* LISTED ENTRIES *
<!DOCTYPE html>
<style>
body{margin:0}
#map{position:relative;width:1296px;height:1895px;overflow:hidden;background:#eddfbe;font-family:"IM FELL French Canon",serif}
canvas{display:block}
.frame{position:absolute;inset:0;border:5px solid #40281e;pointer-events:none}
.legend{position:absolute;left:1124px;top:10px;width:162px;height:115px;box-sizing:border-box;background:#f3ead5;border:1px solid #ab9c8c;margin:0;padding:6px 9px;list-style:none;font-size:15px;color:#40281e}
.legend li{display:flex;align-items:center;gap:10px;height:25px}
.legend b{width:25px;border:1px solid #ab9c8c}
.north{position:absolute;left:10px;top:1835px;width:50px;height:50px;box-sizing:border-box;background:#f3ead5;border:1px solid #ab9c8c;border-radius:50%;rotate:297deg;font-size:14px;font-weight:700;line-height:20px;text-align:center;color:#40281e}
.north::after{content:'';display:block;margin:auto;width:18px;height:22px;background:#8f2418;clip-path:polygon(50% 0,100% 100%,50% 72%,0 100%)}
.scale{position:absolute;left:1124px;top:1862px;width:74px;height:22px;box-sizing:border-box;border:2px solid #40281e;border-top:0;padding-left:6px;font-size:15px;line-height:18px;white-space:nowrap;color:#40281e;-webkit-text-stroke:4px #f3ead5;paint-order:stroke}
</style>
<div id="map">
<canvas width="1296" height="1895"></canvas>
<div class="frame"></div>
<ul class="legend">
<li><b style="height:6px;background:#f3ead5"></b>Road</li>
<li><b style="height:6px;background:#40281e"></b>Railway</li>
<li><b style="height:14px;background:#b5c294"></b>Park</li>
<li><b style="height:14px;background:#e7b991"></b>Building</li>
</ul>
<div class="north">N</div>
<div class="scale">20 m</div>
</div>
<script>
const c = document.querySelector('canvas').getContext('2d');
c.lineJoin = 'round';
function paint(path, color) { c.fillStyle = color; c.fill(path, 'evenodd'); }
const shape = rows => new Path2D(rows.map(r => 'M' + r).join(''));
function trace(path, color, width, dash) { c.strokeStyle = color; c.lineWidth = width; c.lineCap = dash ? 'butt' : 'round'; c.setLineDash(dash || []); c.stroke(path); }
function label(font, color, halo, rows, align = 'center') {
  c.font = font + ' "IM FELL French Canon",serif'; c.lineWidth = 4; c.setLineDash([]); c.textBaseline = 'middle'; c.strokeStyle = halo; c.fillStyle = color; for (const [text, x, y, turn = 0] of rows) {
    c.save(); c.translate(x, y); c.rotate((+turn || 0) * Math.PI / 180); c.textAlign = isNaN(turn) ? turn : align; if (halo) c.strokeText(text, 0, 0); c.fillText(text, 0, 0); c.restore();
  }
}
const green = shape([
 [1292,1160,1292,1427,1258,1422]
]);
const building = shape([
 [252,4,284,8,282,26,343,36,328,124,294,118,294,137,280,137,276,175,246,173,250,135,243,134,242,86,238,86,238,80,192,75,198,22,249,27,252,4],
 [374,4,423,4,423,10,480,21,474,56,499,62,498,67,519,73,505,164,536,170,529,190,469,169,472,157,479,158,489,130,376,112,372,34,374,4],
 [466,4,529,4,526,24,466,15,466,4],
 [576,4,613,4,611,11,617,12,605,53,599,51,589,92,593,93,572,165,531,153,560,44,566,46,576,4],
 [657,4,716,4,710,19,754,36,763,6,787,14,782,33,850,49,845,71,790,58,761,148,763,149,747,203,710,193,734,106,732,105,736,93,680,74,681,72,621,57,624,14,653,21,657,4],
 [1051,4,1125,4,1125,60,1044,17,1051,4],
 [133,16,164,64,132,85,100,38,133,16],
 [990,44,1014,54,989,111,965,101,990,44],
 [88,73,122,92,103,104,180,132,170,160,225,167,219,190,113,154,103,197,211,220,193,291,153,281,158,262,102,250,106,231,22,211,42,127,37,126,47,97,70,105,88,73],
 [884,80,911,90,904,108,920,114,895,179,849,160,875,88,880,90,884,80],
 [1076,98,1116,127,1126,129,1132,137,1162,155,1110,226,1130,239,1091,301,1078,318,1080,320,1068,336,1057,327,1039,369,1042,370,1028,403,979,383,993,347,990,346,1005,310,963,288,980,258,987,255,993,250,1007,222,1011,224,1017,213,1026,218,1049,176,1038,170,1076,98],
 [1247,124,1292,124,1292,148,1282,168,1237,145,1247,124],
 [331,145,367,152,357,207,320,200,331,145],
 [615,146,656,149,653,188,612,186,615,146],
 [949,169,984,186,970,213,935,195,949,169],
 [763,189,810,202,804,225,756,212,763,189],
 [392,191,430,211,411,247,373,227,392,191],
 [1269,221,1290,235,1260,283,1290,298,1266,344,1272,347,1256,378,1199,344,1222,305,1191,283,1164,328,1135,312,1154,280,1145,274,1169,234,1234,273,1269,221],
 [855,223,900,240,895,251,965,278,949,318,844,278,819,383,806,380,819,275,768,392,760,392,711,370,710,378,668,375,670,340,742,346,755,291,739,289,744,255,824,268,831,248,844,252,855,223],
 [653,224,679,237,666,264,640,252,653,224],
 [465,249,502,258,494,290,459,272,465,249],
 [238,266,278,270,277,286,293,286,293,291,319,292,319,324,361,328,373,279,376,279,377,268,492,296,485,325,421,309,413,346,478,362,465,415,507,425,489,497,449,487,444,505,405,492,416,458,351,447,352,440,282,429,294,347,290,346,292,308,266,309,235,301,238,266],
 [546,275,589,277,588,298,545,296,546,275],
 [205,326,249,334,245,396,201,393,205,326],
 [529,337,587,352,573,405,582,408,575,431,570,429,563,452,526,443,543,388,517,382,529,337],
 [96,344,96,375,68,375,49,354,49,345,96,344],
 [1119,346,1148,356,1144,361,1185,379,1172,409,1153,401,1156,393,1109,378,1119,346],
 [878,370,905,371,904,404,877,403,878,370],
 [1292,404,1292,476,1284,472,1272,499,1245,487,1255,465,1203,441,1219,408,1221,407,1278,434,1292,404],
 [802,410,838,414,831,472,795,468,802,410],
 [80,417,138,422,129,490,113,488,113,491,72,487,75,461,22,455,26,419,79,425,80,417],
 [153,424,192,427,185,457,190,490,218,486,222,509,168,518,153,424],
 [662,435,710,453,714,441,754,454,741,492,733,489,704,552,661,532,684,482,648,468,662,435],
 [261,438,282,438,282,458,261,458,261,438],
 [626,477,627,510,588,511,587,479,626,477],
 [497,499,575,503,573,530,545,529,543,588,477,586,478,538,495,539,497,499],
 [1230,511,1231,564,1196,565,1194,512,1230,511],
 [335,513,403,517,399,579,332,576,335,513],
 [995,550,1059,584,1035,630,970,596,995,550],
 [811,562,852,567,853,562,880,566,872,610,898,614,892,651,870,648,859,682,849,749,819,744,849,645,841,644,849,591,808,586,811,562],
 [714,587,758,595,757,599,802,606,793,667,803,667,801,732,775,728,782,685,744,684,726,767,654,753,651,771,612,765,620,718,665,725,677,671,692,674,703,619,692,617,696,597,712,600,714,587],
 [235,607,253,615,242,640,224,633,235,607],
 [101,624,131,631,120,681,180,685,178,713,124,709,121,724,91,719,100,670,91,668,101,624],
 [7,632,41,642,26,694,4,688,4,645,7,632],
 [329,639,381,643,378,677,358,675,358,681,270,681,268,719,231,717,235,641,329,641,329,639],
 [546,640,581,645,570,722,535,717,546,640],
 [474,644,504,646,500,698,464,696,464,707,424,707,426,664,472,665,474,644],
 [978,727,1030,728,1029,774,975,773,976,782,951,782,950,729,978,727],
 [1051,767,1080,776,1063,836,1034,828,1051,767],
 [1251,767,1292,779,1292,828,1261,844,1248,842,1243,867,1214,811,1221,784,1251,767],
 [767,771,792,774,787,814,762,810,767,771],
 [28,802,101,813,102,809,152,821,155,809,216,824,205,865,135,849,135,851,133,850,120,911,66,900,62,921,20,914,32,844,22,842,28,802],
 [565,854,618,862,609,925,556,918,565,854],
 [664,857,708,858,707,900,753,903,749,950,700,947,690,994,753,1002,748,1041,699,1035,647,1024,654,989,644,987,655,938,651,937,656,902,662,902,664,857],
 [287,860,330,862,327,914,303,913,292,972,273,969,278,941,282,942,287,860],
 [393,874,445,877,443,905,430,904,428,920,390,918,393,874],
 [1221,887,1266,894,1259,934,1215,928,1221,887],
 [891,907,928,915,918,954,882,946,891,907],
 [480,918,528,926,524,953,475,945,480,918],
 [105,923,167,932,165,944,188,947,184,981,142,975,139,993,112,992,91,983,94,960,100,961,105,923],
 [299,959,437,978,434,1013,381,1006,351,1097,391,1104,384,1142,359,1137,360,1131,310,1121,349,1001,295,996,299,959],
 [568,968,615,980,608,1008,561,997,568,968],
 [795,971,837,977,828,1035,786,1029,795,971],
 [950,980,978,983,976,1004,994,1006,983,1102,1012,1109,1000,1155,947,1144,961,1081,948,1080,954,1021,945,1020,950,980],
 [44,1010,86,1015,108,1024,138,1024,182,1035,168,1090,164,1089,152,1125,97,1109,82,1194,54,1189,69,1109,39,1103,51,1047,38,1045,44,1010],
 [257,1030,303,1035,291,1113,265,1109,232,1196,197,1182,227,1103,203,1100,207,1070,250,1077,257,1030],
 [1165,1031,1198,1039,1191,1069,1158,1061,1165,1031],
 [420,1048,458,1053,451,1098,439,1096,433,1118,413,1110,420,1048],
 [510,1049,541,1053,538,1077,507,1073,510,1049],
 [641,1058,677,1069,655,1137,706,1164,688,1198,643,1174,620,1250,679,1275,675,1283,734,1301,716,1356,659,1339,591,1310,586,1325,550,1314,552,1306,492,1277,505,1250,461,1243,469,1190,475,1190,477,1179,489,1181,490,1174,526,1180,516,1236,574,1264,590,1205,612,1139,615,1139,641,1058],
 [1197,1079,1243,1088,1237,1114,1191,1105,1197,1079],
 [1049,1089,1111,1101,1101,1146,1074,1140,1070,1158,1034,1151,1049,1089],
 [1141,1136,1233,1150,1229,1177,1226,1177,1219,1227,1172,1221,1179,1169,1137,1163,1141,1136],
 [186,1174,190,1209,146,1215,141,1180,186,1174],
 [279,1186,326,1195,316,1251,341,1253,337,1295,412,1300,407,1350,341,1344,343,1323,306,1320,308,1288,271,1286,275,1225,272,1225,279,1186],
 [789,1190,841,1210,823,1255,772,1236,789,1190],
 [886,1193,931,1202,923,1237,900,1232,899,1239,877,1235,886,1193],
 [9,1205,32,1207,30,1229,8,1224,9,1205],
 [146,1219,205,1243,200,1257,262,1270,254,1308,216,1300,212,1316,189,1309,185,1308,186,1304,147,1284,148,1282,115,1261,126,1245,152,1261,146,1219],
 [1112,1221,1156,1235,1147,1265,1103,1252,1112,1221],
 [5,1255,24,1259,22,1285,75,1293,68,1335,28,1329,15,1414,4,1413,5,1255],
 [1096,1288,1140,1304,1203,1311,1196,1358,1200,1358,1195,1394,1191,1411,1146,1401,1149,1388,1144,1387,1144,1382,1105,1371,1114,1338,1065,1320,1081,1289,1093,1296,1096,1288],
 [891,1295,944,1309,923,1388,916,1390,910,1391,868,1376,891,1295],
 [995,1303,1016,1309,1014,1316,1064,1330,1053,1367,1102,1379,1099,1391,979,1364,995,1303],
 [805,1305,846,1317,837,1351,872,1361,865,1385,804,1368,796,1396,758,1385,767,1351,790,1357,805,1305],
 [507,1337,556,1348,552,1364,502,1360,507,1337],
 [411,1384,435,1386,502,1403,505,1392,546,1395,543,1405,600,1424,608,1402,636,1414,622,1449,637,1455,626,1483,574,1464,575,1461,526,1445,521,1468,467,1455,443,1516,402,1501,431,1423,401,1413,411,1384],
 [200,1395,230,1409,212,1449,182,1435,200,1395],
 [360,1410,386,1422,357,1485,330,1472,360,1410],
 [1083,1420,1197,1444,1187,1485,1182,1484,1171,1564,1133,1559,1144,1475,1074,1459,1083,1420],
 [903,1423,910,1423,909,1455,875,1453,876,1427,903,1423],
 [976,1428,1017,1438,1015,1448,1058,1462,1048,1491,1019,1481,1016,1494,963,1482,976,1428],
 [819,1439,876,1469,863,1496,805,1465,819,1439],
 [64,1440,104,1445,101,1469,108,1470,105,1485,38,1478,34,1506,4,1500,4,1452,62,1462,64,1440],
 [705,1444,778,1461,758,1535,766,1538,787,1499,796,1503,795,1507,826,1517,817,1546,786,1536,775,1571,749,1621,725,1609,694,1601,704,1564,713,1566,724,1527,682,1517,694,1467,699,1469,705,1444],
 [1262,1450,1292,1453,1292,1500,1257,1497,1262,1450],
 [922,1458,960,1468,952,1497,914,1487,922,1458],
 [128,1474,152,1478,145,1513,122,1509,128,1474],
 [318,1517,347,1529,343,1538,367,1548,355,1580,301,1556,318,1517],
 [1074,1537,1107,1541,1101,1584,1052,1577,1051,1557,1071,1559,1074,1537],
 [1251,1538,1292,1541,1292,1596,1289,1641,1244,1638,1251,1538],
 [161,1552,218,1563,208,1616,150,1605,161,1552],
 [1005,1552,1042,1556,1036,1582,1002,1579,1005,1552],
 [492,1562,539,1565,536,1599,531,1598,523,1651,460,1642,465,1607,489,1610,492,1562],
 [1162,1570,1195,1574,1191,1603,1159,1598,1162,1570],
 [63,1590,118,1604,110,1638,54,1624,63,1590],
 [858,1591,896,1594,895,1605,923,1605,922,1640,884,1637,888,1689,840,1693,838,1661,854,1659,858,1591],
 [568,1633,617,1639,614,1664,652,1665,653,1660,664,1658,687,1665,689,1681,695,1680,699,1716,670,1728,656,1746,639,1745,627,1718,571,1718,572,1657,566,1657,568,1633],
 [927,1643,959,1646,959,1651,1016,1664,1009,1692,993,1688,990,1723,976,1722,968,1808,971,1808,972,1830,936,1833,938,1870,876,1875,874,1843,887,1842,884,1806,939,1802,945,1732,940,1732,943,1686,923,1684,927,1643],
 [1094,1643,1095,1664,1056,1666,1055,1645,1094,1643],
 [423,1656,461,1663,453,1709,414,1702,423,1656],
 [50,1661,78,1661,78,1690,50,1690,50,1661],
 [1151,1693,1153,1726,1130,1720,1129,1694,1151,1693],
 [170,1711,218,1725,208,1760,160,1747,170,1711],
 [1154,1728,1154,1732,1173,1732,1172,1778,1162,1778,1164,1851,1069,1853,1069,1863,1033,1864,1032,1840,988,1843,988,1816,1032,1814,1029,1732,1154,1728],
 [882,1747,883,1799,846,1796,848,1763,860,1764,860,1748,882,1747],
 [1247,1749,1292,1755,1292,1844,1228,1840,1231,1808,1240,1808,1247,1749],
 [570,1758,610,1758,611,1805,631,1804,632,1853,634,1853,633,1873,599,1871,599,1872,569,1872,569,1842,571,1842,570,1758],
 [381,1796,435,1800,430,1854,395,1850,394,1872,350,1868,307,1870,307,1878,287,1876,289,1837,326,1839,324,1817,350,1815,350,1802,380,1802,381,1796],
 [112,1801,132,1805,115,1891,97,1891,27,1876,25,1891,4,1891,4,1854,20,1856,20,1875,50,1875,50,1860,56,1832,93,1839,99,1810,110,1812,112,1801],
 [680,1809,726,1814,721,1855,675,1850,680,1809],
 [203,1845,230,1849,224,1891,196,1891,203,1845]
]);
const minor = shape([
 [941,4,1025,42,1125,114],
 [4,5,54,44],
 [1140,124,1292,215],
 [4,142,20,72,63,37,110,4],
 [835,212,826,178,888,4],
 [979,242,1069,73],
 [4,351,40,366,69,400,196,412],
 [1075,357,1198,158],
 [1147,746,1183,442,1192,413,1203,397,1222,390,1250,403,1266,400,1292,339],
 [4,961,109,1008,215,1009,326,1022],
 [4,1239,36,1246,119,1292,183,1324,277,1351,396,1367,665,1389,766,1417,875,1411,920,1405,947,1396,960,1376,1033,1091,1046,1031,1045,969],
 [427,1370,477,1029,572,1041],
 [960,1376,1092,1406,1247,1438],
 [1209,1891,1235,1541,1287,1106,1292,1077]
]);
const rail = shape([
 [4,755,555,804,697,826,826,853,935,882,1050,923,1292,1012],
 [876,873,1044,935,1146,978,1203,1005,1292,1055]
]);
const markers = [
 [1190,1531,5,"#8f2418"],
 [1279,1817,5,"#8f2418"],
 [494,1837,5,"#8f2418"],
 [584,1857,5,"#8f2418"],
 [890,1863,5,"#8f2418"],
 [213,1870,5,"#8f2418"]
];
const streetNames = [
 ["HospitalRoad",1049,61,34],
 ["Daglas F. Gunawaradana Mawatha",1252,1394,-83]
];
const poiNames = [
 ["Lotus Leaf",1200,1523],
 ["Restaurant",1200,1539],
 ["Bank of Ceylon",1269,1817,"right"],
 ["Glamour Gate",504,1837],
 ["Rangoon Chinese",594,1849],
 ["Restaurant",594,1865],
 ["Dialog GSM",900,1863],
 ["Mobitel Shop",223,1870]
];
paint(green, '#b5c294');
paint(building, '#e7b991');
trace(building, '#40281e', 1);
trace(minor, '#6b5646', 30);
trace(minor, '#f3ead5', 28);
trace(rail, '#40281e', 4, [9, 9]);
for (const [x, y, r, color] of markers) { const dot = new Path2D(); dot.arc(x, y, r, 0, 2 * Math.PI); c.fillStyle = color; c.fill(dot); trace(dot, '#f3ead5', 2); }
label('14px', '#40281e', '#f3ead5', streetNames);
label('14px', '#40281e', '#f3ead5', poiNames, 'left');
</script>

* WORK REQUEST *
Find each line in the records holding the string "rows" and show it.

* ANSWER SECTION *
const shape = rows => new Path2D(rows.map(r => 'M' + r).join(''));
function label(font, color, halo, rows, align = 'center') {
  c.font = font + ' "IM FELL French Canon",serif'; c.lineWidth = 4; c.setLineDash([]); c.textBaseline = 'middle'; c.strokeStyle = halo; c.fillStyle = color; for (const [text, x, y, turn = 0] of rows) {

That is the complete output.